* **What the task requires**:
Would you copy each line of the data below that has "Water"?

* **Dataset records**:
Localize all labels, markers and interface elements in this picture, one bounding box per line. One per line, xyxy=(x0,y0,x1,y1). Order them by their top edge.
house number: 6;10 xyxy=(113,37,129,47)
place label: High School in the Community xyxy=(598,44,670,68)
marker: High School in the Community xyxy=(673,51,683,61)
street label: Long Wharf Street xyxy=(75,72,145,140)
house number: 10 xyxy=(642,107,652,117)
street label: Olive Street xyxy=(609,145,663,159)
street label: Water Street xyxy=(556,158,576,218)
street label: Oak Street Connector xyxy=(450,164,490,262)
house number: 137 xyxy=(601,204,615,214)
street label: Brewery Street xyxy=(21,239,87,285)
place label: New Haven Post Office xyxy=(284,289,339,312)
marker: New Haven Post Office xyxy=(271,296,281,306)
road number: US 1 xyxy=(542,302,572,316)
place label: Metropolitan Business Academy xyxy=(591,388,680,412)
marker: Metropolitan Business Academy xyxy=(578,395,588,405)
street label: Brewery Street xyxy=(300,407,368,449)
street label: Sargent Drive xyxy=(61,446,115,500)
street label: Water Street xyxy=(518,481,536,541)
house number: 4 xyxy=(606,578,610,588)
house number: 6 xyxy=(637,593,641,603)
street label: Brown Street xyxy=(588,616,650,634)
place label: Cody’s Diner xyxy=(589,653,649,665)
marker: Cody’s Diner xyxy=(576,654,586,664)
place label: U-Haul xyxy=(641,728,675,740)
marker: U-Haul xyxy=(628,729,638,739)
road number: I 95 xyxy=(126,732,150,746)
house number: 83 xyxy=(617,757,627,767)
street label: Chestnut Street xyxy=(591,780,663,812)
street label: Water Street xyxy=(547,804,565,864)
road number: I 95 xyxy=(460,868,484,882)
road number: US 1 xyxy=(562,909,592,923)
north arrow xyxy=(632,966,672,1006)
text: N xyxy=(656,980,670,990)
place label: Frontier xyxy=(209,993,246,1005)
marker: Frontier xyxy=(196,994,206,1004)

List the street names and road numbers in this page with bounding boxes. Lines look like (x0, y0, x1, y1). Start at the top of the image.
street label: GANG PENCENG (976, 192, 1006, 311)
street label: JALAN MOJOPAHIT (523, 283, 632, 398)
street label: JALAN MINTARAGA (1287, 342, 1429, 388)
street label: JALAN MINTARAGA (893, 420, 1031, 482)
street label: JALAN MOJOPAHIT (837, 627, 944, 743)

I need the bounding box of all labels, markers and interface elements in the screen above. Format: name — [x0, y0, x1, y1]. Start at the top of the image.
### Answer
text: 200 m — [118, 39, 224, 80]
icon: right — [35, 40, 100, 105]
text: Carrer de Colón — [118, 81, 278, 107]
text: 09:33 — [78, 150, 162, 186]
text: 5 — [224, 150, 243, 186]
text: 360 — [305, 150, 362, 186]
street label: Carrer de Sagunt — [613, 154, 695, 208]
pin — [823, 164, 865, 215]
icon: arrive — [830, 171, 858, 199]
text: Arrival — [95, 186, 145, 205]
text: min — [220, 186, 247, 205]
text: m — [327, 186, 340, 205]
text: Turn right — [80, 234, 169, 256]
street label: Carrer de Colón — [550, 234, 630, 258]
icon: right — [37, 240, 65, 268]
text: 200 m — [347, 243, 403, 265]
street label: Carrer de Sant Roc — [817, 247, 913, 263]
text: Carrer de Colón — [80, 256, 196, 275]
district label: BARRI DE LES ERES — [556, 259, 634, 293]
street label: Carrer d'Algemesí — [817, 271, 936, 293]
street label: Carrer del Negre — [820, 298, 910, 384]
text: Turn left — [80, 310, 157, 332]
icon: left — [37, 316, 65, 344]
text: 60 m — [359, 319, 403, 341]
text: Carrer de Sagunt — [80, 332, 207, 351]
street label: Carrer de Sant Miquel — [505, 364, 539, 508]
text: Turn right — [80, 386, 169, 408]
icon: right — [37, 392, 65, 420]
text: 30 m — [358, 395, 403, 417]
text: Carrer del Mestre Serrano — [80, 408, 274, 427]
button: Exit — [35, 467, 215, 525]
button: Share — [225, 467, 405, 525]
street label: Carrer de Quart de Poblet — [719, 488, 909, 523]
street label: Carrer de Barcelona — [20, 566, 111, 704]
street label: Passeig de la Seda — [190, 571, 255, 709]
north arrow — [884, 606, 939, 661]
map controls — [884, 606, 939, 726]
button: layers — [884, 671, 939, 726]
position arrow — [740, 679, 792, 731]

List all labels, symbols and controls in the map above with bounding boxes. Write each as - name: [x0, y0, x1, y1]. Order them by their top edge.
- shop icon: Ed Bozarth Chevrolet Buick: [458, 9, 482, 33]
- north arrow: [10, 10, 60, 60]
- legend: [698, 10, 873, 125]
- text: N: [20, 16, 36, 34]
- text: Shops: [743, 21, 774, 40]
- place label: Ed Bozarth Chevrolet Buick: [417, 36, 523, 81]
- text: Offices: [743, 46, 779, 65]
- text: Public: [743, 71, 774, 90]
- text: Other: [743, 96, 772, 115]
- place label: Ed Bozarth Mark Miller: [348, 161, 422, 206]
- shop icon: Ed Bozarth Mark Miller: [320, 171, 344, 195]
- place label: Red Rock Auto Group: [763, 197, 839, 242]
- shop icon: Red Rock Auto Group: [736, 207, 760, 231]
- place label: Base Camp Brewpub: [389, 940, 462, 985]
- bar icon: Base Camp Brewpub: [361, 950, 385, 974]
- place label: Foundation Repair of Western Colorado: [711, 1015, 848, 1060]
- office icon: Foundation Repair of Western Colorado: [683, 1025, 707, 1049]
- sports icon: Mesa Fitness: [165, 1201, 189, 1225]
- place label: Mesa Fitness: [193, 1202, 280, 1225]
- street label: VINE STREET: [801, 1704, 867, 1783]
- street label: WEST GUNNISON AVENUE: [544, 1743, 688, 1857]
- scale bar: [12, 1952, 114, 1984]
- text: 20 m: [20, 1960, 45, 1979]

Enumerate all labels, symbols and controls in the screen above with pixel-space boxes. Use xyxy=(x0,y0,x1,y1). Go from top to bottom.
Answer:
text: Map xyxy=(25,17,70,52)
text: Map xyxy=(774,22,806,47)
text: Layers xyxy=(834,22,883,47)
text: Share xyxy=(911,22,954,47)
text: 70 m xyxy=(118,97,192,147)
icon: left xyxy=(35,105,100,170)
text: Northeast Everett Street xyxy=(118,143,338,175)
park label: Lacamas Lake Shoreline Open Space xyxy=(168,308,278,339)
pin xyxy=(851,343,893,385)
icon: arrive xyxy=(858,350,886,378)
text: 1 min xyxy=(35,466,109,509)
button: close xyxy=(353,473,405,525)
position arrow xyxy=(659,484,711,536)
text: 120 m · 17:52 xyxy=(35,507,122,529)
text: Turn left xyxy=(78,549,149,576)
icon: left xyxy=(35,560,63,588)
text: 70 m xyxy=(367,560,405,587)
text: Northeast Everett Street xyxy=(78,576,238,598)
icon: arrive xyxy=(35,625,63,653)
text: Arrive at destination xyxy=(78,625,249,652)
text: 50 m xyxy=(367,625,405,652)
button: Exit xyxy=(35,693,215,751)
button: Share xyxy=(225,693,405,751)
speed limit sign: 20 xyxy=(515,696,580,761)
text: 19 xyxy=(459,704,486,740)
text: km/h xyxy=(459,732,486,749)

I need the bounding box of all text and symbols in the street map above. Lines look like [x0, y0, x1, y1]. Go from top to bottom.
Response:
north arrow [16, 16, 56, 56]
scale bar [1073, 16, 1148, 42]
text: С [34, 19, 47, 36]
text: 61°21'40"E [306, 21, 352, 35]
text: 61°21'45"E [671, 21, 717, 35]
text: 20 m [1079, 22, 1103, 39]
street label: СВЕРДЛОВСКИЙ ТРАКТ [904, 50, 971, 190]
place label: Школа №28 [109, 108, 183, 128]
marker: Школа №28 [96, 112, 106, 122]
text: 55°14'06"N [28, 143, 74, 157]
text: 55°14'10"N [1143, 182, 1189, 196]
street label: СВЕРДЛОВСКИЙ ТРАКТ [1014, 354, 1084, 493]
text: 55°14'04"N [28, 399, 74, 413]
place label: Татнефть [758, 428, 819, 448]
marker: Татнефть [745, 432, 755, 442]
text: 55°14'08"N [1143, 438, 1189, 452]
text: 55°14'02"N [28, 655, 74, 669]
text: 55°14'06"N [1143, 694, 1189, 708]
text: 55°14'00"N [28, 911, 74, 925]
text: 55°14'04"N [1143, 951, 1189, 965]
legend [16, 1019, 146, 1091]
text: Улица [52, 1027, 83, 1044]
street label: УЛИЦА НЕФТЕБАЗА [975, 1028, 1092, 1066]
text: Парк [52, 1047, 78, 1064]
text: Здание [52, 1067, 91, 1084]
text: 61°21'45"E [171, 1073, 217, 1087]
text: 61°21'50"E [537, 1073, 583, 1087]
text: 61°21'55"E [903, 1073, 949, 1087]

* **Answer to the problem**:
street label: Water Street xyxy=(556,158,576,218)
street label: Water Street xyxy=(518,481,536,541)
street label: Water Street xyxy=(547,804,565,864)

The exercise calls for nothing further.